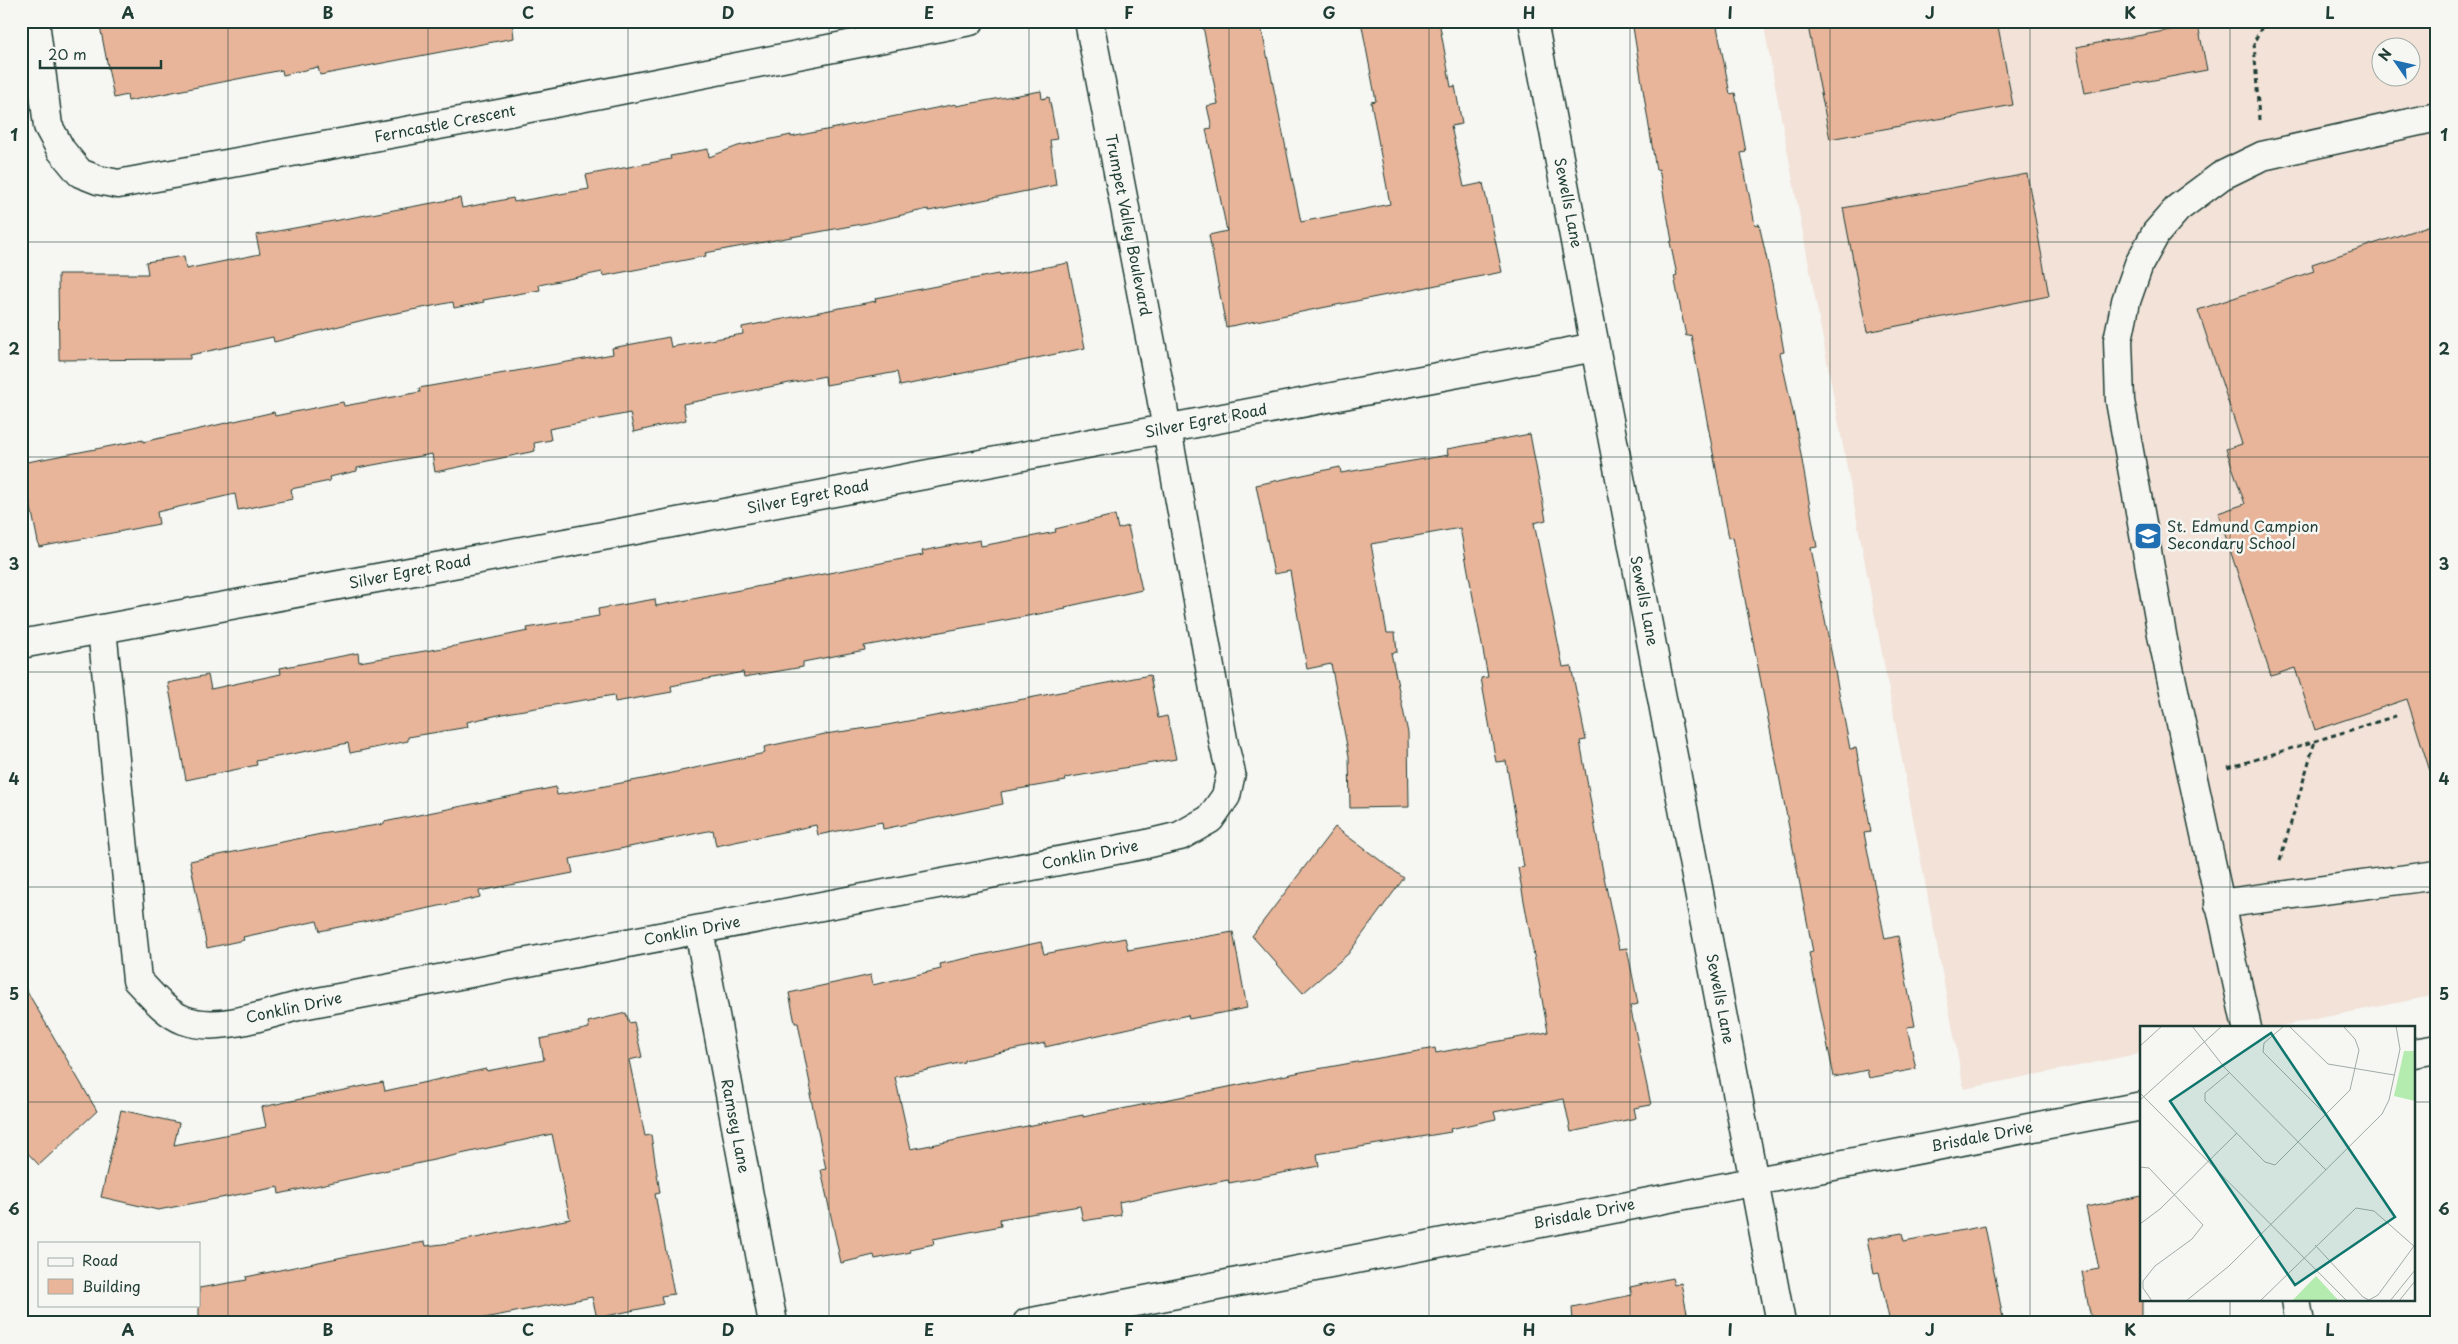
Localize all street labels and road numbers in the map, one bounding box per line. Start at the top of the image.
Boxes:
street label: Ferncastle Crescent [372,98,517,148]
street label: Trumpet Valley Boulevard [1101,132,1158,318]
street label: Sewells Lane [1549,156,1589,250]
street label: Silver Egret Road [1143,396,1269,443]
street label: Silver Egret Road [745,472,871,519]
street label: Silver Egret Road [347,547,473,594]
street label: Sewells Lane [1625,554,1665,648]
street label: Conklin Drive [1039,833,1140,874]
street label: Conklin Drive [641,909,742,950]
street label: Sewells Lane [1701,952,1741,1046]
street label: Conklin Drive [243,985,344,1028]
street label: Ramsey Lane [716,1077,757,1175]
street label: Brisdale Drive [1929,1114,2035,1157]
street label: Brisdale Drive [1531,1191,1637,1234]

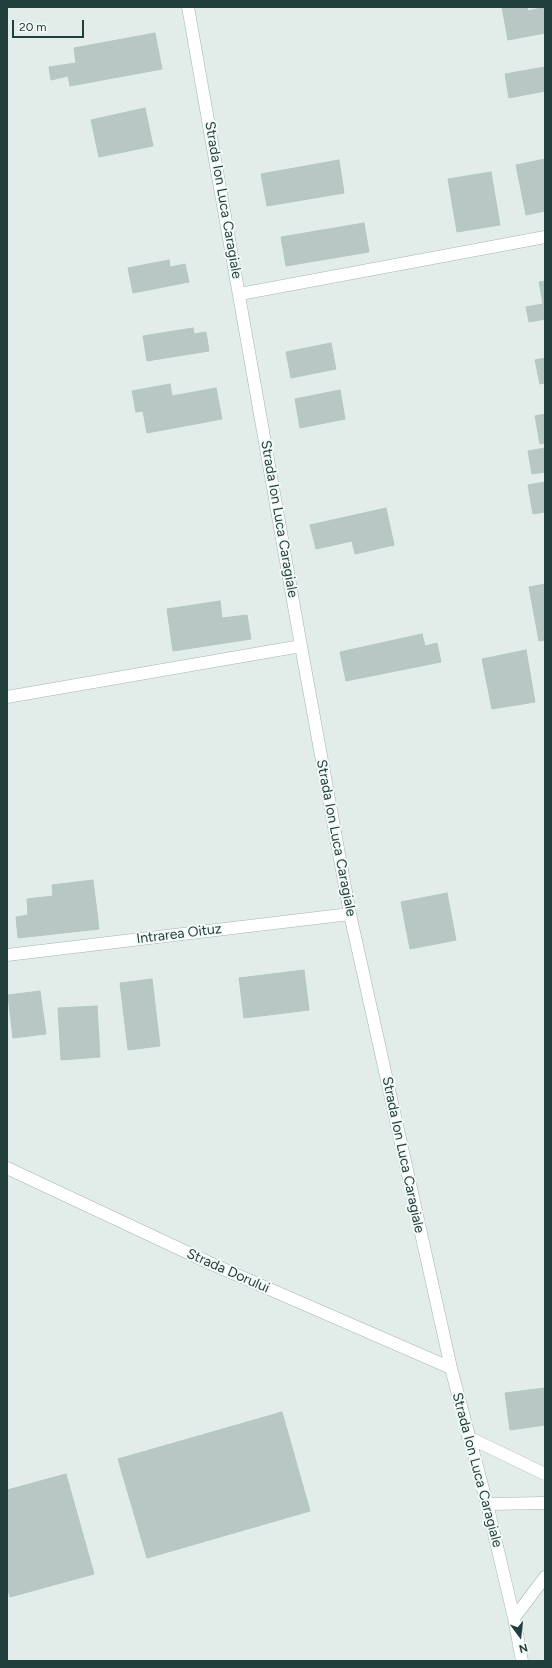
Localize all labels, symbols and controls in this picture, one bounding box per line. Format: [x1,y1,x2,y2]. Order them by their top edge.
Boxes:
scale bar [14,12,86,38]
text: 20 m [19,20,47,34]
street label: Strada Ion Luca Caragiale [201,120,245,280]
street label: Strada Ion Luca Caragiale [257,439,301,599]
street label: Strada Ion Luca Caragiale [313,758,359,918]
street label: Intrarea Oituz [135,920,223,948]
street label: Strada Ion Luca Caragiale [378,1075,428,1235]
street label: Strada Dorului [184,1245,272,1297]
street label: Strada Ion Luca Caragiale [448,1391,506,1549]
north arrow [500,1616,540,1656]
text: N [517,1641,529,1655]

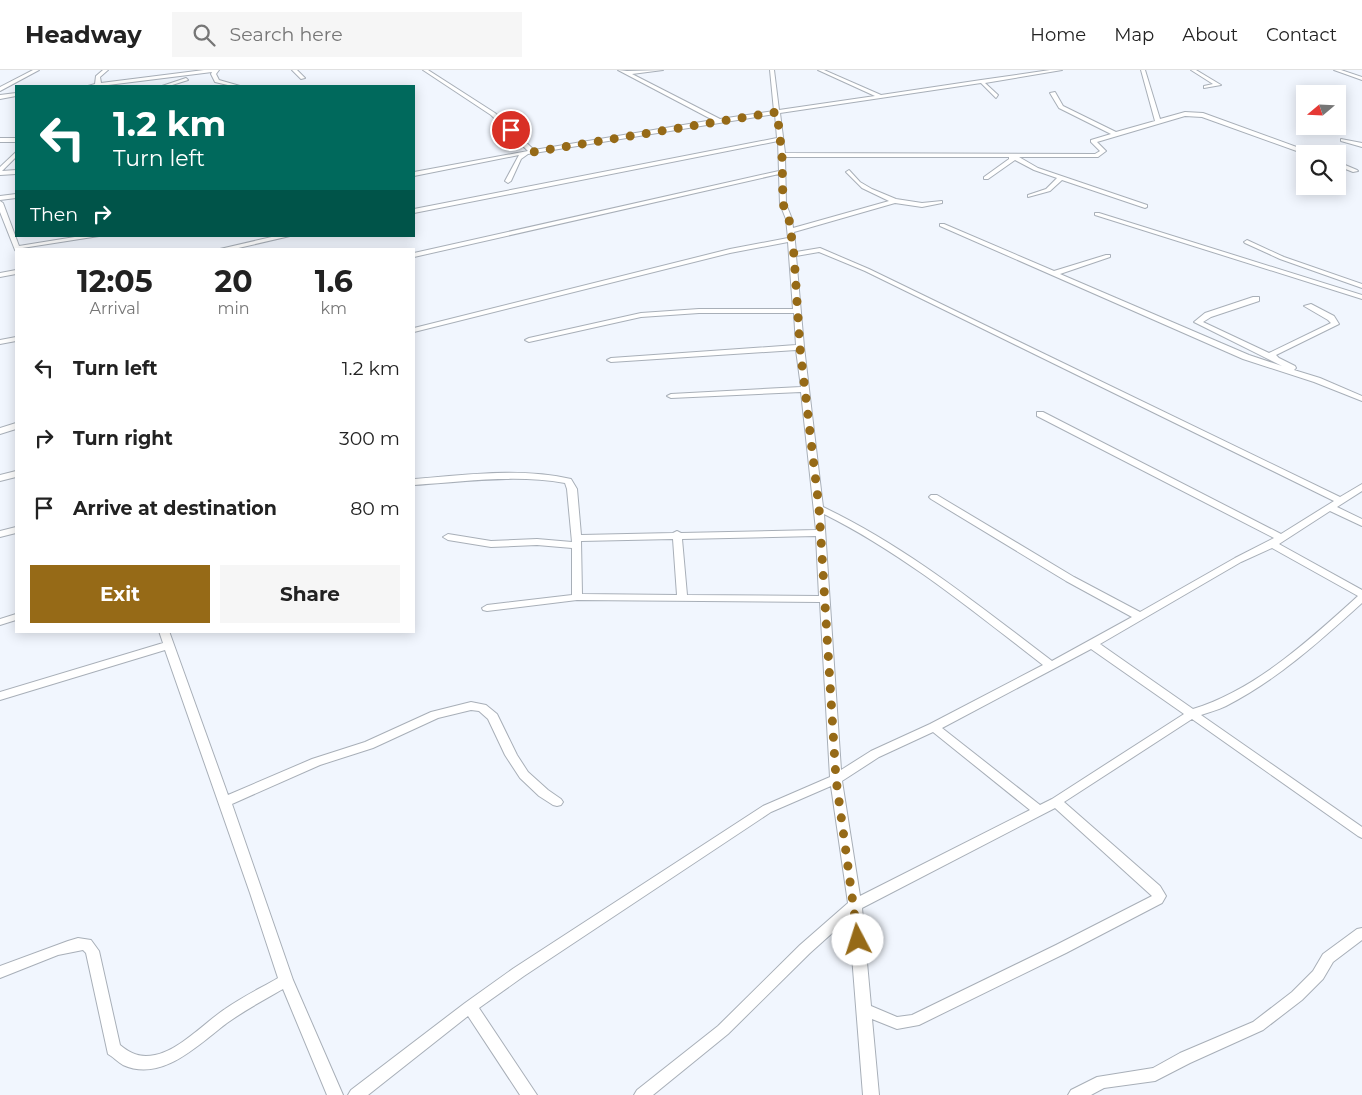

■ YOUR ASSIGNMENT: Restate word for word the lines running from the first line of the material to the line containing "Localize all labels, symbols", inclusive, and drop every picture.

■ OUTPUT FOR THIS TASK:
Localize all street labels and road numbers in the map, one bounding box per line. Start at the top of the image.
Boxes:
street label: Ferncastle Crescent [372,98,517,148]
street label: Trumpet Valley Boulevard [1101,132,1158,318]
street label: Sewells Lane [1549,156,1589,250]
street label: Silver Egret Road [1143,396,1269,443]
street label: Silver Egret Road [745,472,871,519]
street label: Silver Egret Road [347,547,473,594]
street label: Sewells Lane [1625,554,1665,648]
street label: Conklin Drive [1039,833,1140,874]
street label: Conklin Drive [641,909,742,950]
street label: Sewells Lane [1701,952,1741,1046]
street label: Conklin Drive [243,985,344,1028]
street label: Ramsey Lane [716,1077,757,1175]
street label: Brisdale Drive [1929,1114,2035,1157]
street label: Brisdale Drive [1531,1191,1637,1234]

Localize all labels, symbols and controls in this picture, one bounding box per line. Format: [x1,y1,x2,y2]. Order them by their top edge.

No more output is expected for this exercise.